With the new version of PCAD you can now view a map of buildings associated with a person or firm. This makes it possible to assess at a glance the geographic distribution of work, and in turn to navigate to building details from the map. In the future we hope to add more mapping features.
To navigate to the map from a person's or firm's detail page, click on the "map" button at the top of the buildings list.
The "base layer" drop-down above the map allows you to choose several different street and satellite maps on top of which PCAD data will be displayed. You may also switch to using Google Maps as the base layer.
As illustrated in the screenshot, clicking on a map point displays a pop-up window with basic details about the site, and a link to the details page.
Maybeck was active primarily in the Bay Area (map) with a few projects scattered elsewhere; interestingly, a few of those in locations that were, in the early years of the 20th century, new resort destinations for the affluent.
Gill's work (map) was mostly in the San Deigo area, but with a significant presence in Los Angeles.

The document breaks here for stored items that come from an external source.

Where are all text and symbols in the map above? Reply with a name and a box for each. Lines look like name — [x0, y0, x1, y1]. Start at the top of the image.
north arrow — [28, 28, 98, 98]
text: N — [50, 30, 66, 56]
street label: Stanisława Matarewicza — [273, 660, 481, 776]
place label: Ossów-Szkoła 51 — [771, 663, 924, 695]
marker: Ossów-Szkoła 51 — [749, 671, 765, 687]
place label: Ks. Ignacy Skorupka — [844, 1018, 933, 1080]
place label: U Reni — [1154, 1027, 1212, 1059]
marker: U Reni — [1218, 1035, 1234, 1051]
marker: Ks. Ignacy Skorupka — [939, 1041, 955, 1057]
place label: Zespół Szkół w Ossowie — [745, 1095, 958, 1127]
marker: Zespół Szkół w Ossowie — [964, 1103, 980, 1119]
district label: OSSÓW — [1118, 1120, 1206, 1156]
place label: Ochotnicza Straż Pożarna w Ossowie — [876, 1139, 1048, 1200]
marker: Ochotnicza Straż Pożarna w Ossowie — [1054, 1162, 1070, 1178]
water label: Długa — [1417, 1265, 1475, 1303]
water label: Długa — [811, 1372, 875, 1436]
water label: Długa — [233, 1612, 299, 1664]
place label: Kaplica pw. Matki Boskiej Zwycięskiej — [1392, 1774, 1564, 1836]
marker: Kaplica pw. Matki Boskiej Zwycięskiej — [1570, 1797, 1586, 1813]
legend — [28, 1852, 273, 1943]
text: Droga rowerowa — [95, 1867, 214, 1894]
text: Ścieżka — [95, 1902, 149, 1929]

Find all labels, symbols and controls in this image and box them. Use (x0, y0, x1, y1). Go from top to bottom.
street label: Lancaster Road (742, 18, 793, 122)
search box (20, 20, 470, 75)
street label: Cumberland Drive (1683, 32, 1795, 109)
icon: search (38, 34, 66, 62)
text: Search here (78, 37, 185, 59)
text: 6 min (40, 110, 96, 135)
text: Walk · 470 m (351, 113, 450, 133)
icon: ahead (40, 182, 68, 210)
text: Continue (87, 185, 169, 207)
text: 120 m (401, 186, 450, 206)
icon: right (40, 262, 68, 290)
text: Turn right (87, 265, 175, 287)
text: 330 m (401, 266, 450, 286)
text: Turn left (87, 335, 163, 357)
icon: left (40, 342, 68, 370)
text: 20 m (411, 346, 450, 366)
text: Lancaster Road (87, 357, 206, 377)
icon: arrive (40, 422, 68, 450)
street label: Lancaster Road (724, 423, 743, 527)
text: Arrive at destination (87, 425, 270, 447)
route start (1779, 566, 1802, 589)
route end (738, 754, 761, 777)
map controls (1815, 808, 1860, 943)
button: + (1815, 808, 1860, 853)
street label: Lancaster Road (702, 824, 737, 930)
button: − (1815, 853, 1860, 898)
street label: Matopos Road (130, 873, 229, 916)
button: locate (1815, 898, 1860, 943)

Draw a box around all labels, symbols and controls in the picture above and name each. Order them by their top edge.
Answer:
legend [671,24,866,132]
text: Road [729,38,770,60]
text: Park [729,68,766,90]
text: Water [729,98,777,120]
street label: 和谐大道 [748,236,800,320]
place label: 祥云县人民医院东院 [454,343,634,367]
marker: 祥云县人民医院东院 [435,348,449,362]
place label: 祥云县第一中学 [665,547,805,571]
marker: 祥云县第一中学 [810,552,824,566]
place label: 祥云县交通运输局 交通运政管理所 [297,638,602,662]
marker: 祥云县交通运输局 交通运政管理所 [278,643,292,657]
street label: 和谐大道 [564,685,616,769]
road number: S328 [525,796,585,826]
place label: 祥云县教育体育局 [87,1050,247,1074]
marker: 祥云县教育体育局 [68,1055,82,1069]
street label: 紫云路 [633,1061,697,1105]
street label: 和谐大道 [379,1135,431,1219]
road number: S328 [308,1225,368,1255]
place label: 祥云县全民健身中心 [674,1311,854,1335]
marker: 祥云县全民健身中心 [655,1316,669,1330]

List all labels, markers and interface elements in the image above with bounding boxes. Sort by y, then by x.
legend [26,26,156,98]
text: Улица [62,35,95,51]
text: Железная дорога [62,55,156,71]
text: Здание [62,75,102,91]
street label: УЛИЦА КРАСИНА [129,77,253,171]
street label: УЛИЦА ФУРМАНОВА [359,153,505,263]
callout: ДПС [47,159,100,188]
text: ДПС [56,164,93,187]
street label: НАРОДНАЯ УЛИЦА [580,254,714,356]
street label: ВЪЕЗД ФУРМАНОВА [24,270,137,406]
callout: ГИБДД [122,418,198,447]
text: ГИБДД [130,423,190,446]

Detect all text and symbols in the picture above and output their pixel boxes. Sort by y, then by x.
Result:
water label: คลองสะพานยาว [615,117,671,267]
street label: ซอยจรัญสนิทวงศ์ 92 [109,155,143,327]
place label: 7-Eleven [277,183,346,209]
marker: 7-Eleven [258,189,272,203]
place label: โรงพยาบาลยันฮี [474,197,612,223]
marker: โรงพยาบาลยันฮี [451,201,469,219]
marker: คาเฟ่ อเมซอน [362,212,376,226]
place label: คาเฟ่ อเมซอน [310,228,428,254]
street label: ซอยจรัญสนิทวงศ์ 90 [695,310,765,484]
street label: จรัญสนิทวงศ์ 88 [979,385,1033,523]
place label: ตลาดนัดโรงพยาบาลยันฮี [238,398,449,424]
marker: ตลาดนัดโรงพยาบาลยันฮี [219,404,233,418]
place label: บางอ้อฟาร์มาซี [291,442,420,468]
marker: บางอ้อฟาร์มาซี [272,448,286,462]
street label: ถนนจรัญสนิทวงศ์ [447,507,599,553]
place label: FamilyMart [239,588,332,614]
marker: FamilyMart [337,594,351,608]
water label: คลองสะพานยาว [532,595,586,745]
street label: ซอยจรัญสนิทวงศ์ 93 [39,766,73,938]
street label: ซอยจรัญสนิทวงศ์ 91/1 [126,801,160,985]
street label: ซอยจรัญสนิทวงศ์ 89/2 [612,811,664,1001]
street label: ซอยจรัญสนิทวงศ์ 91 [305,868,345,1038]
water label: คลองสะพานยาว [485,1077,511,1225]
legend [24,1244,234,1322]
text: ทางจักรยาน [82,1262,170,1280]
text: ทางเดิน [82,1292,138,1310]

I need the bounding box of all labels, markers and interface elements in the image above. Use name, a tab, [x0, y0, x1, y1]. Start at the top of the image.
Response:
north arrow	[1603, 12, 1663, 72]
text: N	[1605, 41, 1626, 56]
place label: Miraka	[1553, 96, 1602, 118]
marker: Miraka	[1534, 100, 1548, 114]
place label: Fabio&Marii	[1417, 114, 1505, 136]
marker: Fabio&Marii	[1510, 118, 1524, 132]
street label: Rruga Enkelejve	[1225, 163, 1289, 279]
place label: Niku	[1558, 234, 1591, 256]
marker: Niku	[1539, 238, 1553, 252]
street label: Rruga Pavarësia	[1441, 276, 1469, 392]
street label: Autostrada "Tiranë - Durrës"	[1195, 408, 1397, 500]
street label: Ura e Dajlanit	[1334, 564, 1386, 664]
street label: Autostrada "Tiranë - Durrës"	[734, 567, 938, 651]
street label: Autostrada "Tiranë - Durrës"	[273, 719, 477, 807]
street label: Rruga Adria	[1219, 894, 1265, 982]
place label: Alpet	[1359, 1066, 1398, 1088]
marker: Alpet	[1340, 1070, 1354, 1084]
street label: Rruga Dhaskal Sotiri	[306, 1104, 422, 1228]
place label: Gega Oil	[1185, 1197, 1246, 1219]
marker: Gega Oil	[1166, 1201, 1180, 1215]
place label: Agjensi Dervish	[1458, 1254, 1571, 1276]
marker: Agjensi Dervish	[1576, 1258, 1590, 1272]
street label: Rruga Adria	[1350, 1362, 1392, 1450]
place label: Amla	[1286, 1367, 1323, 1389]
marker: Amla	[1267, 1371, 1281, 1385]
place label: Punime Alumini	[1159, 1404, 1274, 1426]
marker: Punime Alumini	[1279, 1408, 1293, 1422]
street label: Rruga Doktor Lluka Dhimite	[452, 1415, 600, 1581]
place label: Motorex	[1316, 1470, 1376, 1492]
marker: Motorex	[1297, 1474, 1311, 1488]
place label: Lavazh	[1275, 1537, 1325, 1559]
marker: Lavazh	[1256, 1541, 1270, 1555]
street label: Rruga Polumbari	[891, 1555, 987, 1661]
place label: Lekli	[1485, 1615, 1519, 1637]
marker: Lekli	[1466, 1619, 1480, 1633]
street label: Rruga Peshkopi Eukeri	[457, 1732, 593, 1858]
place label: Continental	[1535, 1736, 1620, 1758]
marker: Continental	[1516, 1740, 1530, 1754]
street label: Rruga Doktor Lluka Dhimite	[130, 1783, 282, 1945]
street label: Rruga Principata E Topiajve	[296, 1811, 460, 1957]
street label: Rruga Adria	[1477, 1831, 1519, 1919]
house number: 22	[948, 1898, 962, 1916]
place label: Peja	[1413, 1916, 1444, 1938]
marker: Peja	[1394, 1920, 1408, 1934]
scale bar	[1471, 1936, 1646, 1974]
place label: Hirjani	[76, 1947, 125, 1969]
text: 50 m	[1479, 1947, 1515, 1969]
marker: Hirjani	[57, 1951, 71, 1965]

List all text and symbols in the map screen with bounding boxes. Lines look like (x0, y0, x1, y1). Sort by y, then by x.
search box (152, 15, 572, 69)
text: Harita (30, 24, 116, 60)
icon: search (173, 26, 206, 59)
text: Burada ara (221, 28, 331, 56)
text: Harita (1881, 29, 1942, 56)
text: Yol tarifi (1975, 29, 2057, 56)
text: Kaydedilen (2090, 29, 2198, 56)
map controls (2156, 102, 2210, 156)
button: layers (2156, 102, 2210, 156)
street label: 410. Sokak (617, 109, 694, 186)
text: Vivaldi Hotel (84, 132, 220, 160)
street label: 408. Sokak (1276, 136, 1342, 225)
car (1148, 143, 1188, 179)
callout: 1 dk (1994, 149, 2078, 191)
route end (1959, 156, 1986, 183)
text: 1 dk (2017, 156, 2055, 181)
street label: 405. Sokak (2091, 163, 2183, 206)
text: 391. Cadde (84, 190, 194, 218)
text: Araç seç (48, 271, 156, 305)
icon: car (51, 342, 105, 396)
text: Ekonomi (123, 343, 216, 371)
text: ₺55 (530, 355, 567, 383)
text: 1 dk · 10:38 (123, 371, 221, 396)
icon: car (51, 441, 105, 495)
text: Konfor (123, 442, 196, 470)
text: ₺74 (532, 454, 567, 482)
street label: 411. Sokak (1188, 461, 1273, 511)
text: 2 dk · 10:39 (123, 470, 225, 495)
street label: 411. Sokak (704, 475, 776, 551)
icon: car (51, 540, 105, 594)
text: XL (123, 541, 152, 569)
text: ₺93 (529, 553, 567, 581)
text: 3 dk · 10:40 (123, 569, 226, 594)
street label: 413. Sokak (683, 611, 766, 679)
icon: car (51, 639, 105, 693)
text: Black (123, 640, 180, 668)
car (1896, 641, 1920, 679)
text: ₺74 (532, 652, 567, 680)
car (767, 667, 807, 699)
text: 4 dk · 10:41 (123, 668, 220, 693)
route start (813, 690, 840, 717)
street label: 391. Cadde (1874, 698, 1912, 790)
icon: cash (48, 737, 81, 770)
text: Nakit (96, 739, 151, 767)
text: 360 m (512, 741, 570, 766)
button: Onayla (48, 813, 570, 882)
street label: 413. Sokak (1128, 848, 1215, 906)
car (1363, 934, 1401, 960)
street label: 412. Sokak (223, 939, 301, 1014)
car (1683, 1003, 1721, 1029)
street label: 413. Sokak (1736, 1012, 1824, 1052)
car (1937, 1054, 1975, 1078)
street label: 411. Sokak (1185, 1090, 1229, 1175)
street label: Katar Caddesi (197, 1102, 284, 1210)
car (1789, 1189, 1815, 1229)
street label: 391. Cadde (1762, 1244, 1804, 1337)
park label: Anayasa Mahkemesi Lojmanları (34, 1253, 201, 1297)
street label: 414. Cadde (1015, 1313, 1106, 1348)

Buildings by the Greene brothers (map) were heavily concentrated in Pasadena, with a few sites scattered about Los Angeles, and a few more in the Bay Area.
Schindler's work (map) was almost entirely in Southern California and locations ranged from Palm Springs to Catalina, and from LA's San Fernando Valley down to San Deigo. But within Los Angeles Schindler's projects were remarkably concentrated in West Hollywood, Hollywood, and Silver Lake -- neighhborhoods that appealed to those with an artistic, bohemian bent.
Unfortunately Google does not support integration with OpenLayers. Because of this a separate, secondary interface using Google Maps has been provided -- this allows viewing PCAD data on Google base layers, and integration with Streetview.
In the future we hope to add further mapping capabilities, including more analysis-oriented features like integration with the search functions, the ability to view PCAD buildings in a given place, and geospatial filtering capabililties. OpenLayers offers the possibility of integrating other sources of geospatial data, such as shapefiles. This could offer the possibility for users to integrate PCAD's data with their own.
As with the network visualization feature, we hope to incorporate a temporal dimension into mapping, using construction and demolition dates. This would make it possible to explore how changes in the built environment unfolded over time: to see how a site's use changed over time, or to map notable sites in a given place within specified timeframe, and so on. It also might be possible to integrate such features with historical maps, using the existing capability of changing the underlying map layer.